1. Create an assetlinks.json file with statements linking to the website and to the Android app, following the DALs statement list syntax:

   [
     {
       "relation":[
         "delegate_permission/common.get_login_creds"
       ],
       "target":{
         "namespace":"web",
         "site":URL
       }
     },
     {
       "relation":[
         "delegate_permission/common.get_login_creds"
       ],
       "target":{
         "namespace":"android_app",
         "package_name":"APP_ID",
         "sha256_cert_fingerprints":[
           "SHA_HEX_VALUE"
         ]
       }
     }
   ]
   

   Where URL is your site's URL, APP_ID is your Android application ID, and SHA_HEX_VALUE is the SHA256 fingerprint of your Android app signing certificate.

   The relation field describes the relationship being declared. To declare that apps and sites share sign-in credentials, specify the relationships as delegate_permission/common.get_login_creds. Learn more about Relation Strings in DALs.

   The target field is an object that specifies the asset the declaration applies to.

   The following fields identify a website:

   namespace

   web

   site

   The website's URL, in the format https://domain[:optional_port]; for example, https://www.example.com. The domain must be fully-qualified, and optional_port must be omitted when using port 443 for HTTPS. A site target can only be a root domain: you cannot limit an app association to a specific subdirectory. Don't include a path in the URL, such as a trailing slash. Subdomains are not considered to match: that is, if you specify the domain as www.example.com, the domain www.counter.example.com is not associated with your app.

   The following fields identify an Android app:

   namespace	android_app
   package_name	The package name declared in the app's manifest. For example, com.example.android
   sha256_cert_fingerprints	The SHA256 fingerprints of your app's signing certificate.

2. Host the Digital Asset Links JSON file at the following location on the sign-in domains: https://DOMAIN[:OPTIONAL_PORT]/.well-known/assetlinks.json , where DOMAIN is fully-qualified, and OPTIONAL_PORT must be omitted when using port 443 for HTTPS.

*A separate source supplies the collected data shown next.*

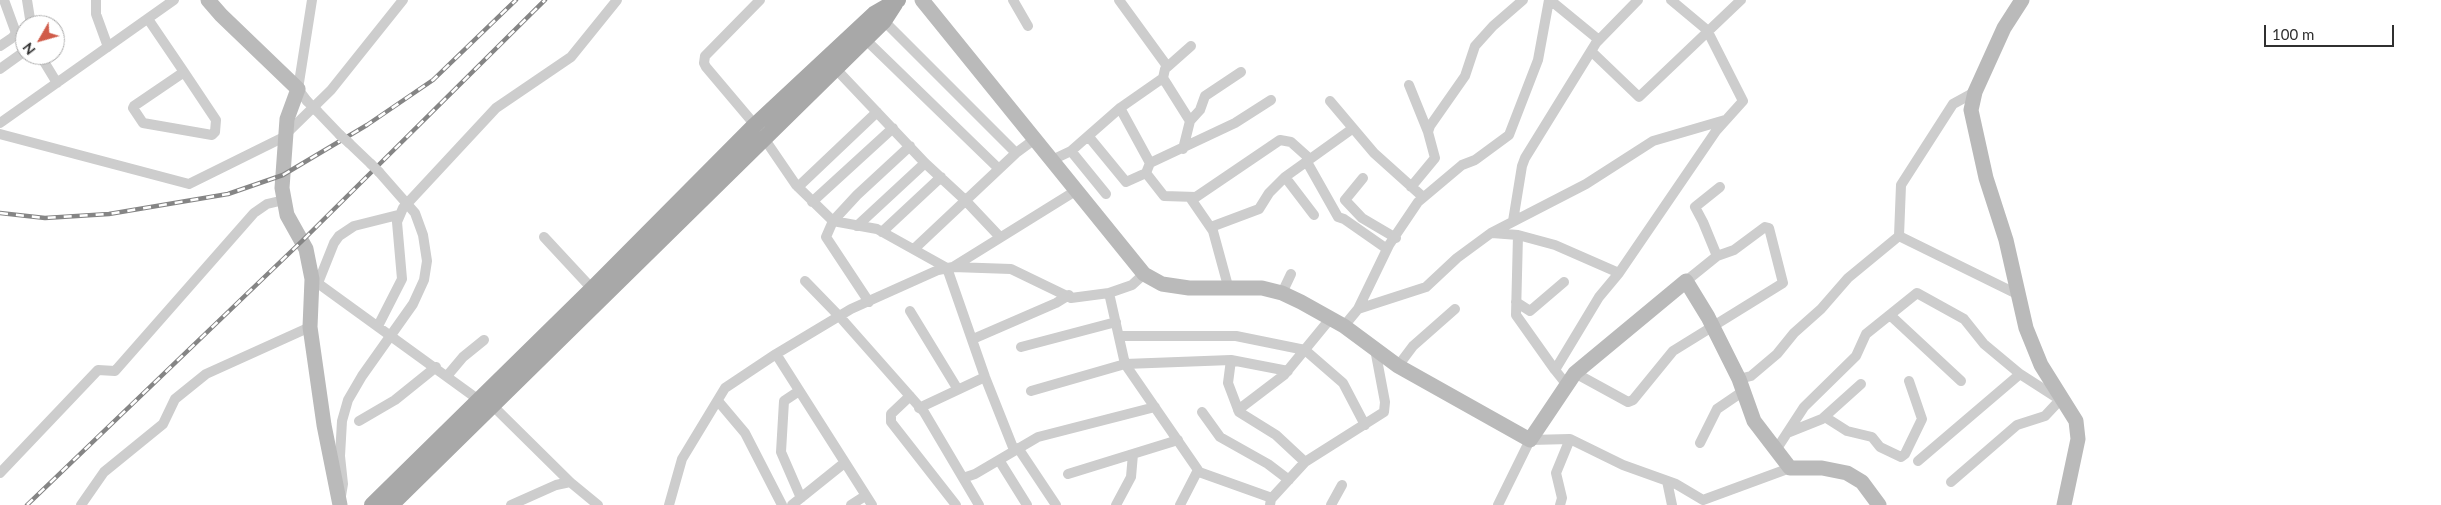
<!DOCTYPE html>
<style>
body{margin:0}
#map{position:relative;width:2441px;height:505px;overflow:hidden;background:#fff;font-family:Lato,sans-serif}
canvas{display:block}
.north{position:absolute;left:15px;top:15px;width:50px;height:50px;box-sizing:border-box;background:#fff;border:1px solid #acacac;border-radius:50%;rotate:232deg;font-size:14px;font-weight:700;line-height:20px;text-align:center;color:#303030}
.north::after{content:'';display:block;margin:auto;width:18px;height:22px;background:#d05c4a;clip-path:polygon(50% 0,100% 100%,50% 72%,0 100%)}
.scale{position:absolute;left:2264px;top:25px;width:130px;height:22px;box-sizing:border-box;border:2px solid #303030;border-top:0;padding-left:6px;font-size:15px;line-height:18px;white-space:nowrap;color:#303030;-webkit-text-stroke:4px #fff;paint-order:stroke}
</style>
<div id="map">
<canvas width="2441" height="505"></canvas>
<div class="north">N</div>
<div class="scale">100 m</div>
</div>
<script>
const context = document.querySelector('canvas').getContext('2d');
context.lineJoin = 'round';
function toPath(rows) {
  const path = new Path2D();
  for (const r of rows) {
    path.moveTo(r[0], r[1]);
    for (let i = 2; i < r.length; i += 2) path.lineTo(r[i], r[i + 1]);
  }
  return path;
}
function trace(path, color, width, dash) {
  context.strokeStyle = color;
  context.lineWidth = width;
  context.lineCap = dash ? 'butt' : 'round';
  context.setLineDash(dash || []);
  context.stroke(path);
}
trace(toPath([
 [27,0,31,25],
 [96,0,96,14,108,47],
 [760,0,705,56,704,63,706,67,755,125,796,185,833,221,877,229,947,268,985,377,1014,450],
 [1013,0,1028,26],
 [1119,0,1167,66],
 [1550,0,1599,40],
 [148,19,184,72,216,120,215,132,212,135,143,123,133,108,134,106,184,72],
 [884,21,1016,153],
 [865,39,999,169],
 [0,46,12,38,16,33,4,0],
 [1591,51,1639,97,1741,0],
 [40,55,57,83],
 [835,68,925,163,965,200,999,236],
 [0,69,25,51],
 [1409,85,1428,132,1435,158,1411,187],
 [1975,92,1953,104,1901,185,1899,236,2017,294],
 [307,101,298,89,312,0],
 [1330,101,1374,153,1423,197],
 [1120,108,1150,163,1146,173,1164,196,1196,197,1280,140,1291,142,1310,159],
 [317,111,340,135],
 [1190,121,1163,78,1165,69,1191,46],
 [0,123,174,0],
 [1428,132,1430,126,1465,76,1475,46,1493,26,1523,0],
 [0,134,189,184,286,136],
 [286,134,331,90,403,0],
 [1089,137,1126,182,1146,173],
 [349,143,371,164],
 [1183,149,1190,121,1200,110,1205,96,1241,72],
 [1071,151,1106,194],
 [1052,160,1071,151,1120,108,1163,78],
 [1307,162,1338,217,1344,219,1387,249],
 [1150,163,1235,123,1271,100],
 [1285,177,1314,215],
 [1363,178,1345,200,1362,218,1396,238],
 [798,187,877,112],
 [1191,199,1213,231,1228,286],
 [812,202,893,128],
 [1513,221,1522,166,1525,158,1596,43,1638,0],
 [857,226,925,163],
 [1211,227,1259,209,1269,193,1285,177,1352,129],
 [882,232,941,177],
 [1492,233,1518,235,1555,245,1619,273],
 [1518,235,1516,315,1555,370],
 [544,237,596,293],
 [914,249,1016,153,1035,139],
 [1717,256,1703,222,1695,207,1720,187],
 [953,267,1011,269,1071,298,1109,293,1132,285,1144,274],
 [312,279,483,403],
 [805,281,840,317,924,412,979,505],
 [318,283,334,243,339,236,354,226,398,215],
 [1109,293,1125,364,1198,470,1180,505],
 [1282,293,1291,274],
 [869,302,826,237,833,221,857,195,910,146],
 [1516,302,1530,311,1564,282],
 [1358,309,1389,245,1418,202,1462,165,1475,160,1509,135,1538,60,1549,0],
 [910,311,957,388],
 [1890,315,1961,381],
 [378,326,402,279,397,222,403,208,496,108,571,57,617,0],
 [1344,326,1358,309,1426,287,1457,258,1491,233,1586,184,1653,141,1725,120],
 [1119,336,1236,336,1305,350,1343,383,1365,425],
 [973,339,1056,303,1069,295],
 [1021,347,1116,322],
 [776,354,872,505],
 [1231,360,1228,383,1239,412,1276,435,1305,462],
 [1398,366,1413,346,1455,309],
 [1575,373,1628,402,1633,400,1673,351,1783,283,1769,228,1765,227,1734,250,1717,256,1686,281],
 [447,376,463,357,484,340],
 [1739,379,1751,376,1777,354,1794,333,1821,309,1848,278,1899,236],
 [1567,385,1555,370,1599,297,1619,273,1716,131,1743,101,1707,30,1671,0],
 [799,391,784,401,781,452,801,498],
 [1031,391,1125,364,1231,360,1288,371],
 [910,396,891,414,891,422,956,505],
 [718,401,745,433,782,505],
 [492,405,570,482,598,505],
 [919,408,985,377],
 [1238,410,1284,375,1330,319],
 [1202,412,1220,437,1268,464,1289,480],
 [1825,417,1847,431,1872,437,1880,447,1901,457,1905,454,1922,419,1909,381],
 [359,421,395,400,436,367],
 [1787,433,1822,419,1861,384],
 [1700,443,1717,409,1742,392],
 [1018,448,1056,505],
 [1776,450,1804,407,1856,356,1866,334,1917,293,1964,319,1984,344,2020,374,2062,401],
 [999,460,1027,505],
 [1918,461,2020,374],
 [1199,472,1269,497,1271,499,1270,505],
 [0,473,98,370,115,371,254,213,267,204,284,200],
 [1068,474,1178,440],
 [963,478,975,474,1038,437,1155,407],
 [1667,481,1672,505],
 [1951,482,2017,425,2045,416,2060,400],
 [341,496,343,484,340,456,342,421,348,400,362,376,413,304,424,280,427,261,423,235,415,213,379,172],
 [1271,499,1305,462,1384,412,1385,402,1375,349],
 [81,505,104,472,163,424,175,399,206,374,310,327],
 [511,505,556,485,570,482],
 [669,505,682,459,725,388,776,354,851,309,938,270,953,267,1077,190],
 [792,505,843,464],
 [851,505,865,496],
 [1116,505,1131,477,1133,454],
 [1331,505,1342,485],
 [1498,505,1530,440,1570,439,1623,465,1676,484,1703,500,1790,468],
 [1560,505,1562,498,1556,473,1570,439]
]), '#cdcdcd', 10);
trace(toPath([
 [208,0,221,15,298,89,287,119,282,188,287,215,306,249,312,279,310,327,324,425,340,505],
 [922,0,1144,274,1162,284,1189,288,1262,288,1282,293,1301,302,1344,326,1398,366,1530,440,1575,373,1686,281,1708,317,1739,379,1754,421,1790,468,1822,468,1847,473,1862,482,1879,505],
 [2022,0,2004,28,1975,92,1971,110,1986,178,2006,240,2026,328,2041,365,2076,421,2078,439,2064,505]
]), '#bababa', 15);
trace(toPath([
 [372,505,592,289,755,125,874,14,898,0],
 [391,505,884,21,895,4]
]), '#a8a8a8', 16);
const rail = toPath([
 [0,213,45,218,109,214,228,194,283,175,367,125,433,80,516,0],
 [27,505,302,241,545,0]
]);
trace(rail, '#858585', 4.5);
trace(rail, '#fff', 2.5, [8]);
trace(toPath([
 [307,101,317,111],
 [340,135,349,143],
 [371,164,379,172]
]), '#cdcdcd', 10);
</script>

3. Declare the association in the Android app by embedding a statement in your Android app's res/values/strings.xml file that links to the statement list you created in Step 1. Add an object that specifies the assetlinks.json files to load. For example:

     <string name="asset_statements" translatable="false">
   [{
     \"include\": \"https://DOMAIN[:OPTIONAL_PORT]/.well-known/assetlinks.json\"
   }]
   </string>
   

   Replace DOMAIN and OPTIONAL_PORT (must be omitted when using port 443 for HTTPS)—for example https://www.example.com. Escape any apostrophes and quotation marks you use in the string.

   You can also add a JSON snippet in your strings.xml file as shown in the DALs documentation, but using the include statement lets you change statements without publishing a new version of your app.

4. Reference the statement in the manifest by adding the following line to your app's AndroidManifest.xml file under <application>:

   <meta-data android:name="asset_statements" android:resource="@string/asset_statements"/>
   

5. Publish the new version of your Android app to the Google Play Developer Console

After following these steps, you have successfully set up seamless credential sharing between your website and your Android app.

Note that this is not the only valid way to set up DALs for credential sharing, but this approach simplifies the future process of adding new entities to your seamless credential sharing network, promotes code reusability, and reduces the potential for errors during updates.